* What this task involves
Wherever the listing has a line with the string "Hill", copy that line out.
»»
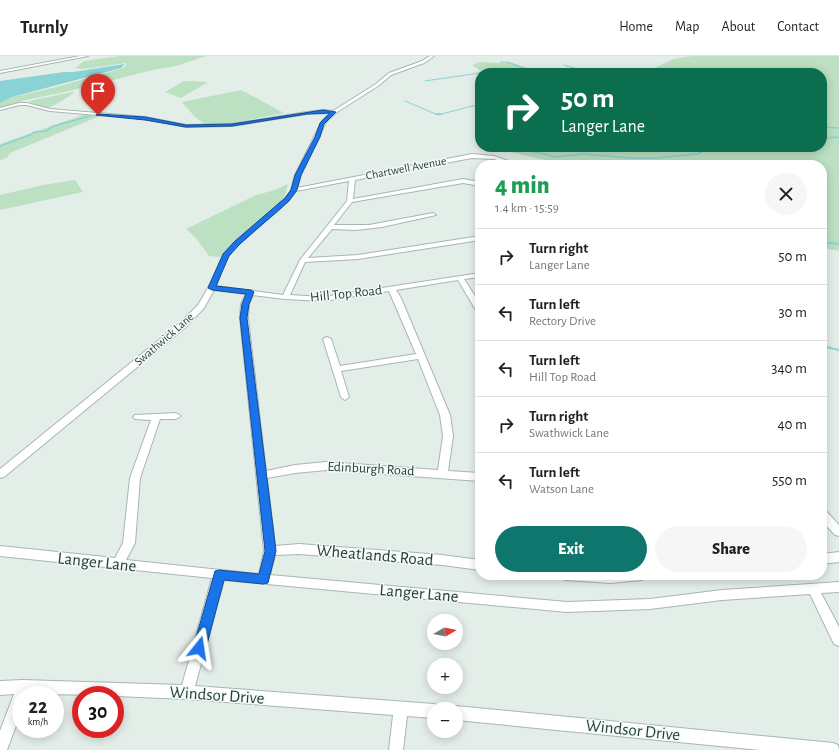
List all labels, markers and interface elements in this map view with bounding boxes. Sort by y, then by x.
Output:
text: Turnly [20,18,68,37]
text: Home [619,20,653,34]
text: Map [675,20,699,34]
text: About [721,20,755,34]
text: Contact [777,20,819,34]
pin [81,74,115,115]
icon: arrive [87,80,109,102]
icon: right [495,84,547,136]
text: 50 m [561,85,615,113]
text: Langer Lane [561,118,645,136]
street label: Chartwell Avenue [365,154,447,182]
button: close [765,173,807,215]
text: 4 min [495,174,550,198]
text: 1.4 km · 15:59 [495,202,559,215]
text: Turn right [529,241,588,256]
icon: right [495,246,517,268]
text: 50 m [778,249,807,264]
text: Langer Lane [529,259,590,272]
street label: Hill Top Road [309,283,383,305]
text: Turn left [529,297,580,312]
icon: left [495,302,517,324]
text: 30 m [778,305,807,320]
street label: Swathwick Lane [132,310,196,368]
text: Rectory Drive [529,315,596,328]
text: Turn left [529,353,580,368]
icon: left [495,358,517,380]
text: 340 m [771,361,807,376]
text: Hill Top Road [529,371,596,384]
text: Turn right [529,409,588,424]
icon: right [495,414,517,436]
text: 40 m [777,417,807,432]
text: Swathwick Lane [529,427,609,440]
street label: Edinburgh Road [327,460,415,478]
text: Turn left [529,465,580,480]
icon: left [495,470,517,492]
text: 550 m [772,473,807,488]
text: Watson Lane [529,483,594,496]
button: Exit [495,526,647,572]
button: Share [655,526,807,572]
street label: Wheatlands Road [316,541,434,569]
street label: Langer Lane [57,549,137,575]
street label: Langer Lane [379,581,459,605]
north arrow [427,614,463,650]
map controls [427,614,463,738]
position arrow [178,627,220,669]
button: + [427,658,463,694]
street label: Windsor Drive [169,683,265,707]
speed limit sign: 30 [72,686,124,738]
text: 22 [29,697,47,717]
button: − [427,702,463,738]
text: km/h [28,717,48,727]
street label: Windsor Drive [585,717,681,743]

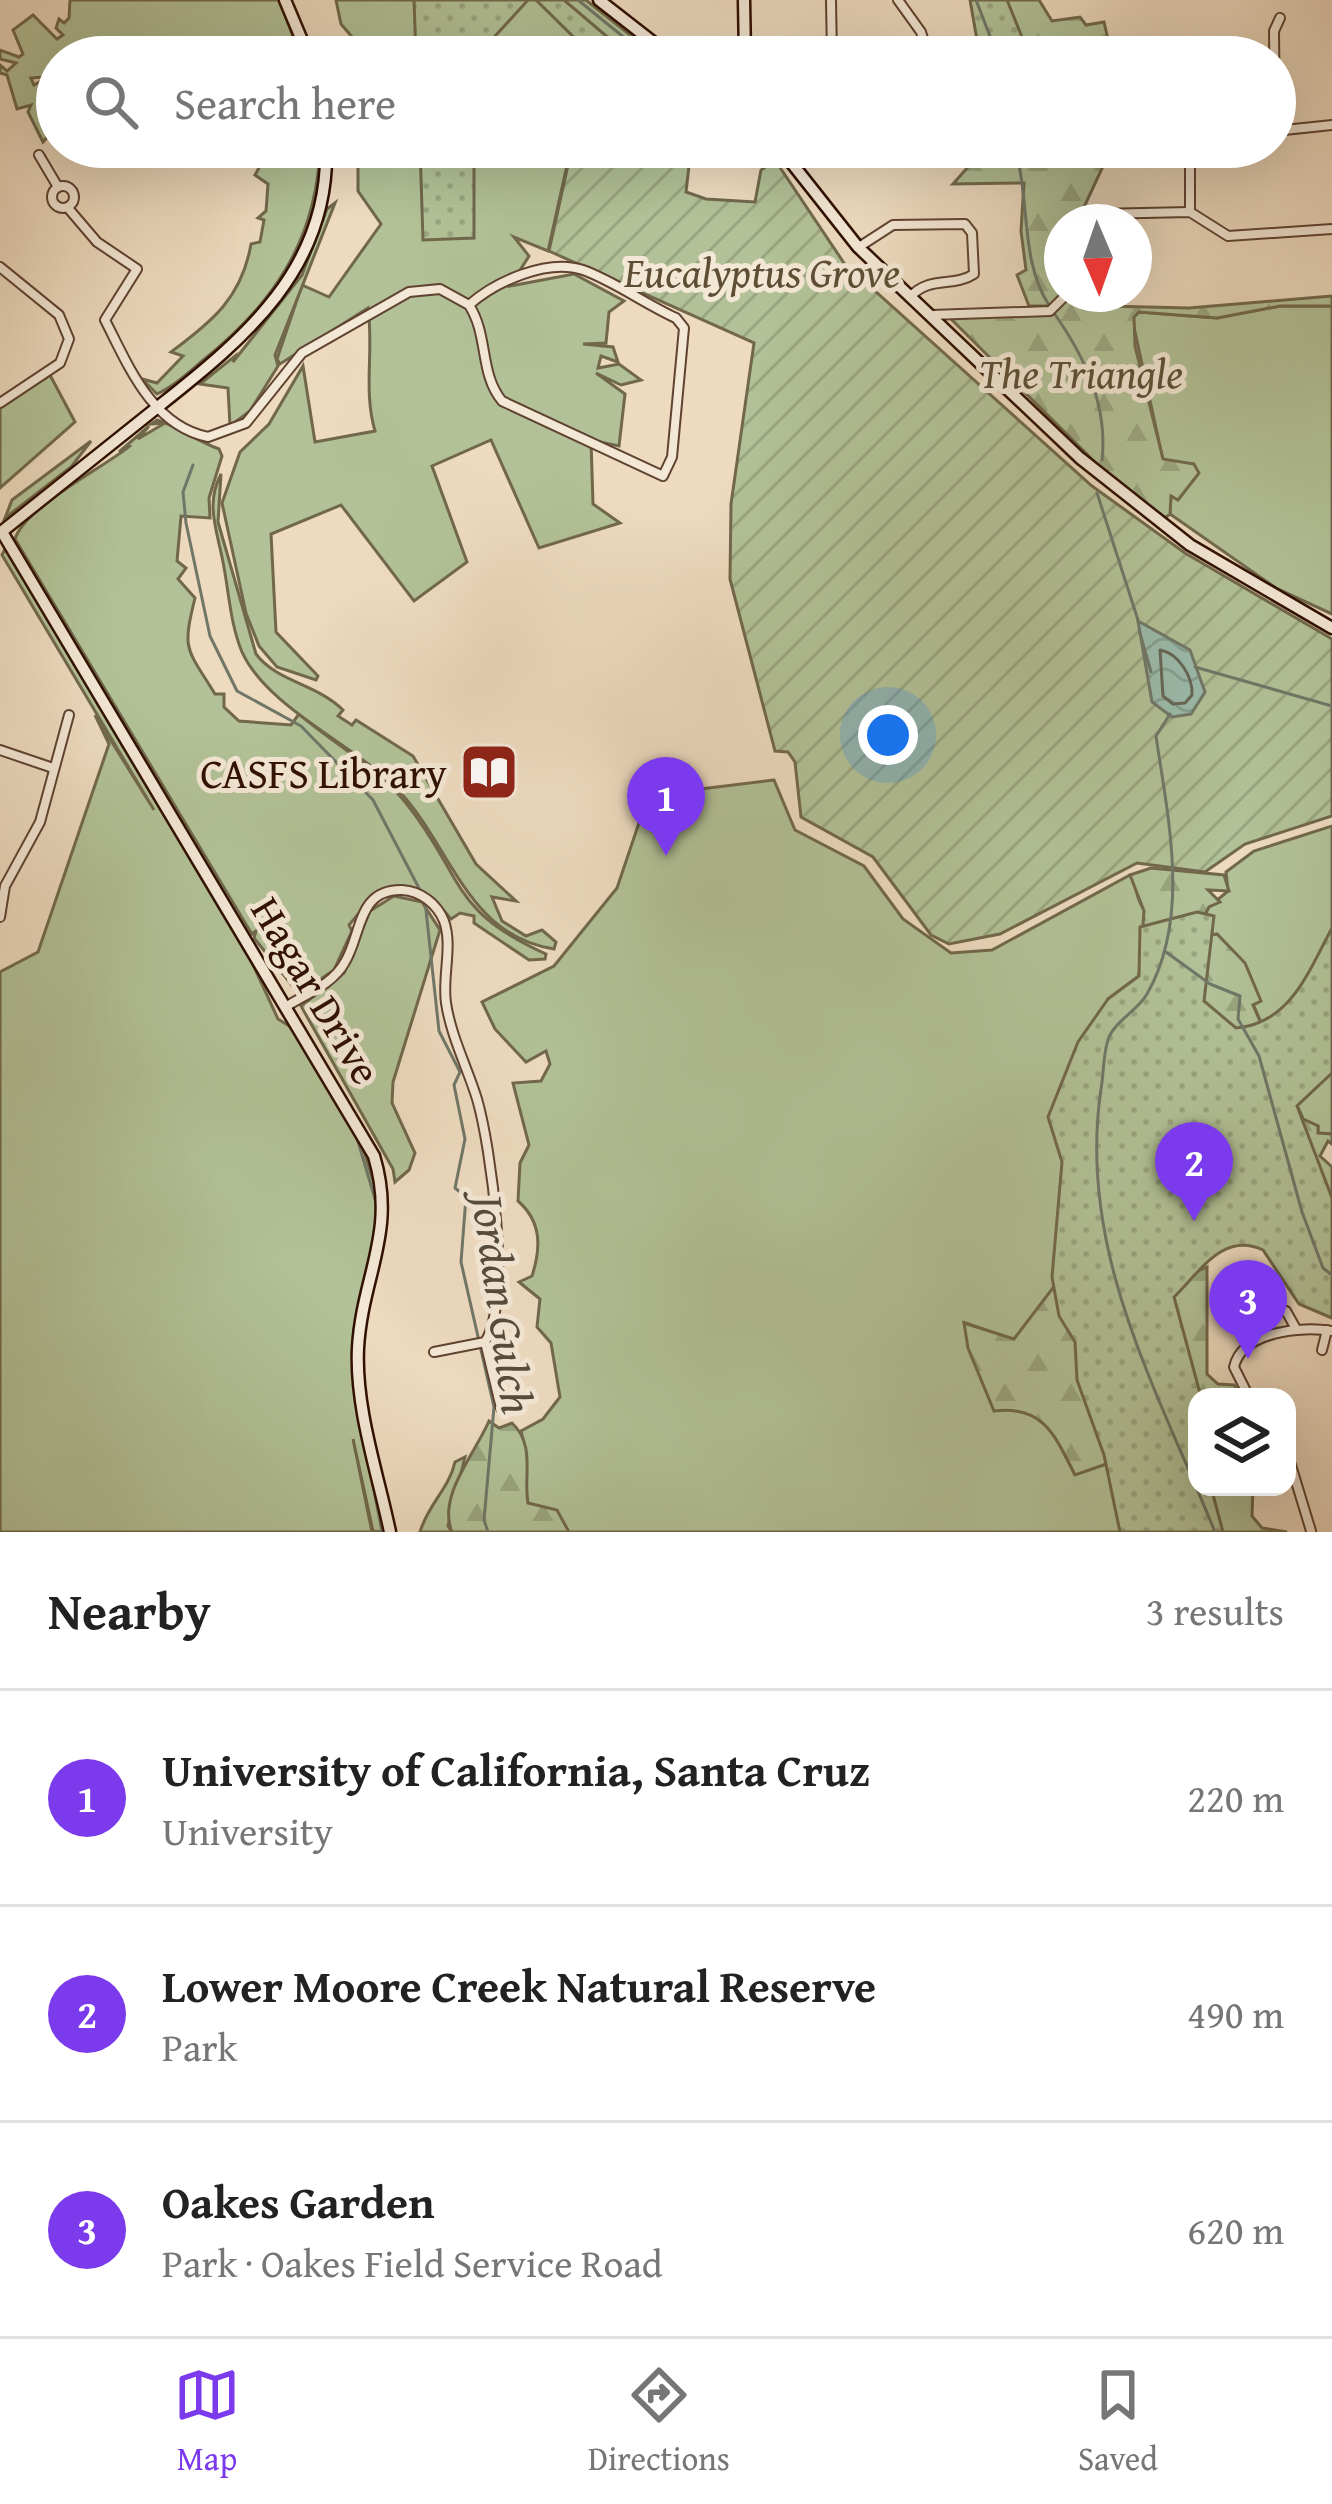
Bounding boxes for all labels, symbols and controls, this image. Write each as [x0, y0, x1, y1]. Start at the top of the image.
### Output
search box [36, 36, 1296, 168]
icon: search [78, 69, 144, 135]
text: Search here [174, 70, 396, 135]
north arrow [1044, 204, 1152, 312]
park label: Eucalyptus Grove [623, 241, 900, 302]
park label: The Triangle [979, 342, 1183, 403]
your location [858, 705, 918, 765]
library icon: CASFS Library [458, 741, 520, 803]
place label: CASFS Library [200, 742, 447, 803]
pin: 1 [627, 757, 705, 856]
street label: Hagar Drive [237, 885, 397, 1095]
pin: 2 [1155, 1122, 1233, 1221]
water label: Jordan Gulch [455, 1183, 552, 1418]
pin: 3 [1209, 1260, 1287, 1359]
map controls [1188, 1388, 1296, 1496]
button: layers [1188, 1388, 1296, 1496]
text: Nearby [48, 1573, 211, 1648]
text: 3 results [1146, 1582, 1284, 1639]
text: University of California, Santa Cruz [162, 1737, 870, 1802]
text: 1 [77, 1769, 97, 1826]
text: 220 m [1187, 1769, 1284, 1826]
text: University [162, 1802, 333, 1859]
text: Lower Moore Creek Natural Reserve [162, 1953, 876, 2018]
text: 2 [77, 1985, 97, 2042]
text: 490 m [1187, 1985, 1284, 2042]
text: Park [162, 2018, 237, 2075]
text: Oakes Garden [162, 2169, 435, 2234]
text: 3 [77, 2201, 97, 2258]
text: 620 m [1187, 2201, 1284, 2258]
text: Park · Oakes Field Service Road [162, 2234, 663, 2291]
tab: Map [174, 2362, 240, 2482]
tab: Directions [588, 2362, 730, 2482]
tab: Saved [1078, 2362, 1158, 2482]

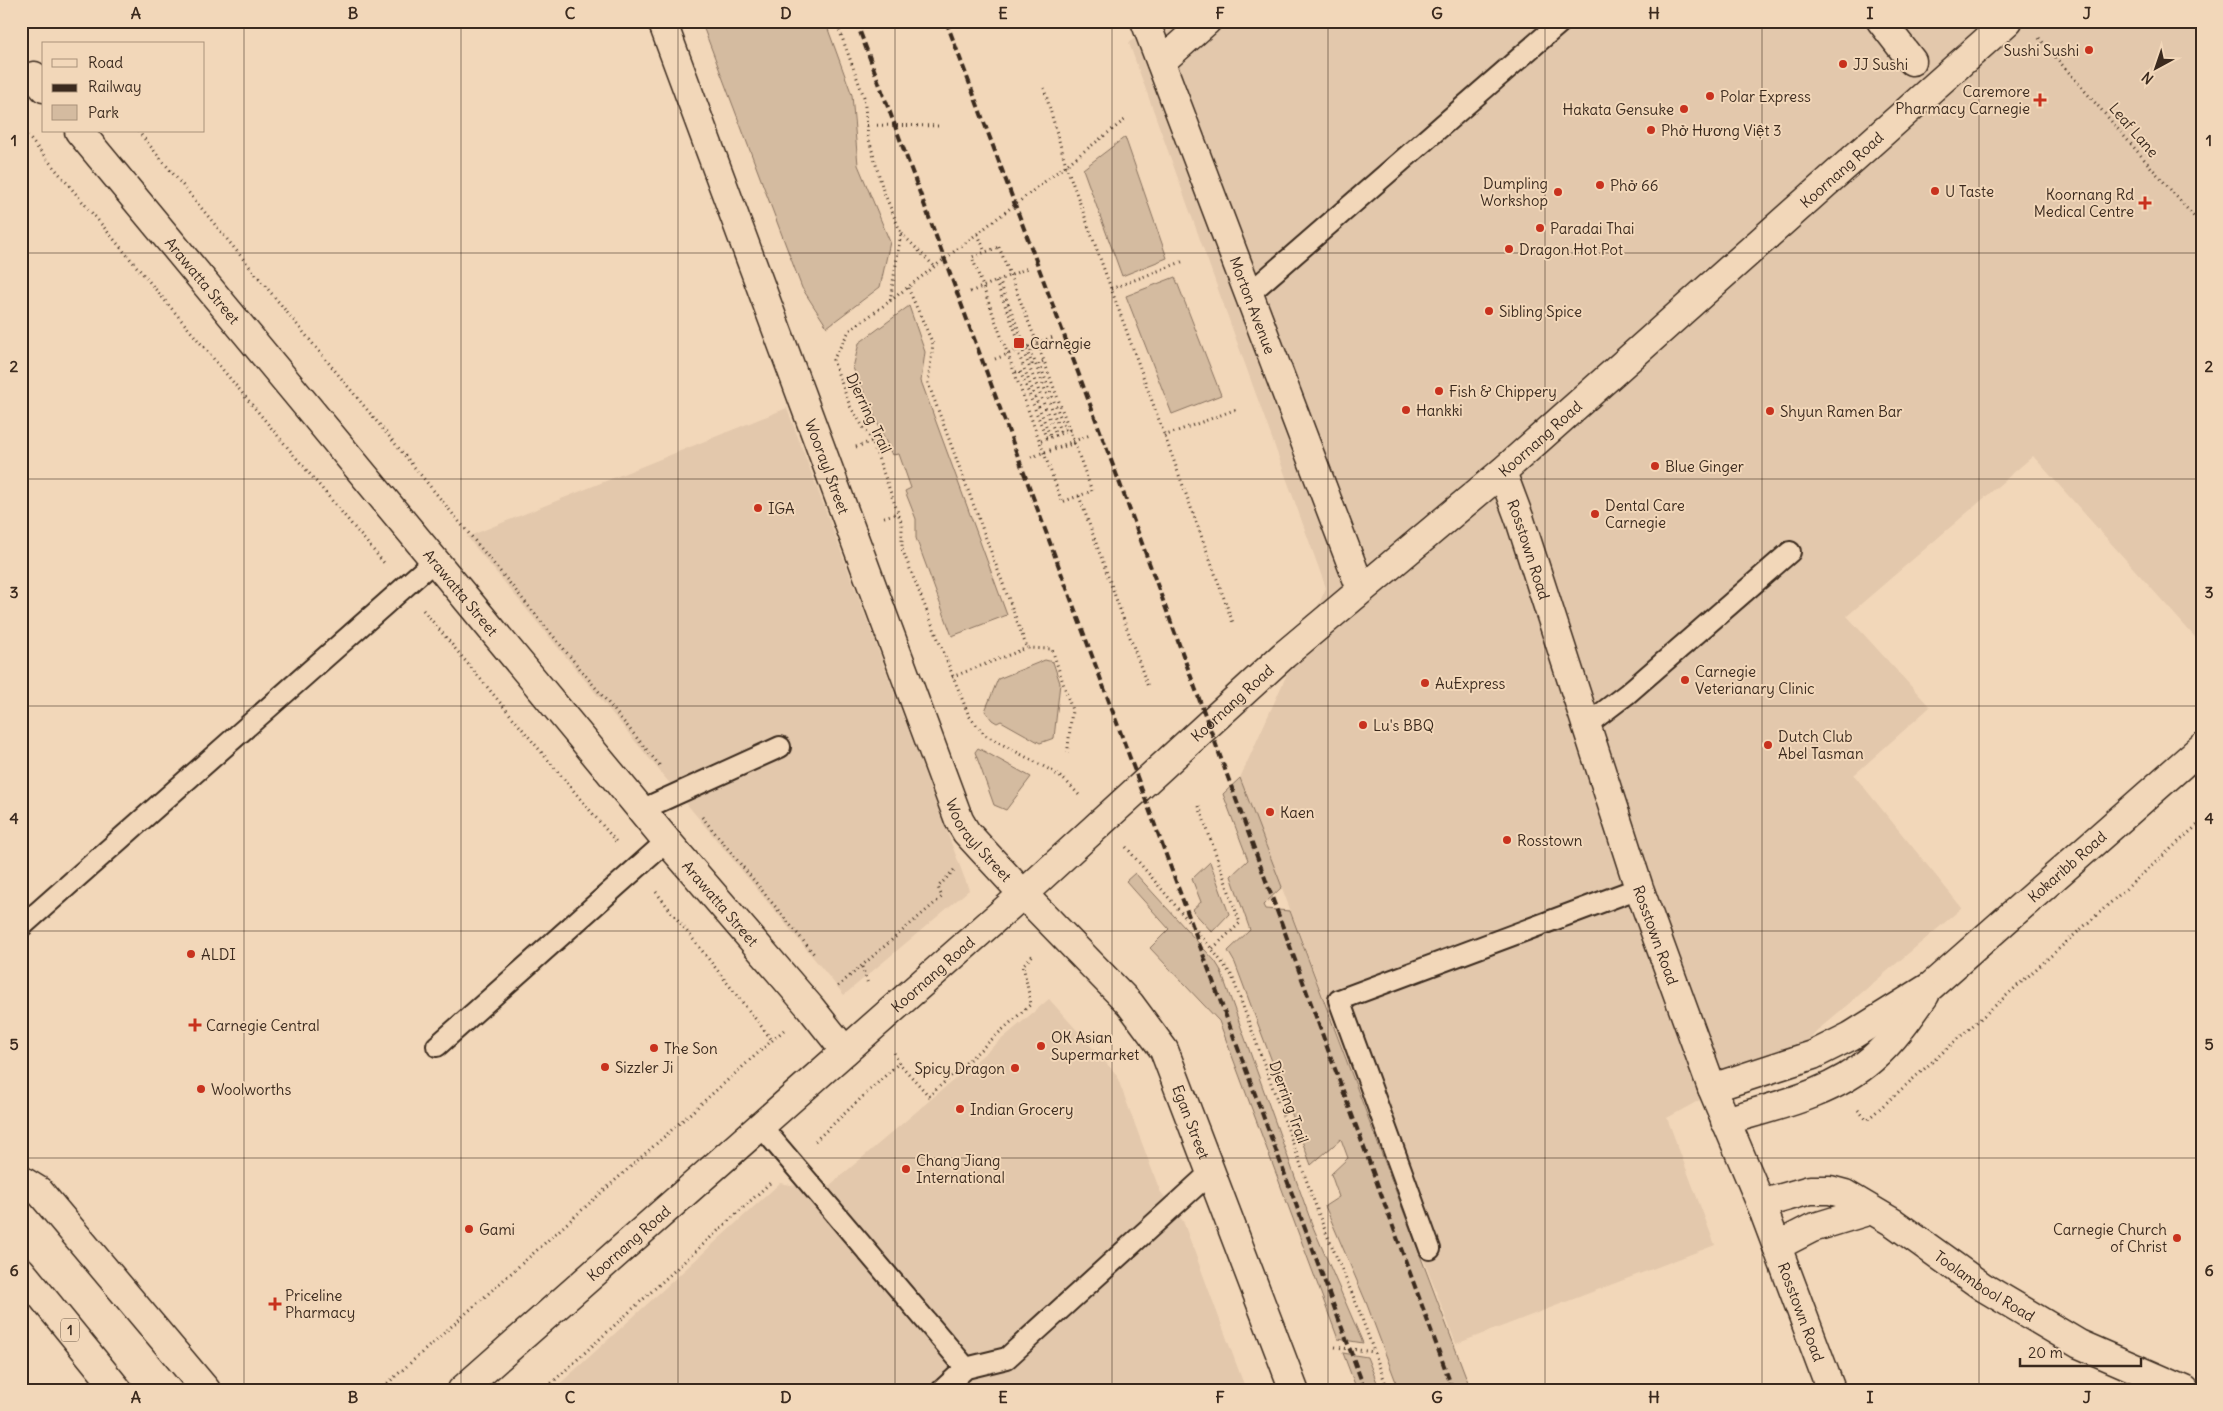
««
* Final answer
street label: Hill Top Road [309,283,383,305]
text: Hill Top Road [529,371,596,384]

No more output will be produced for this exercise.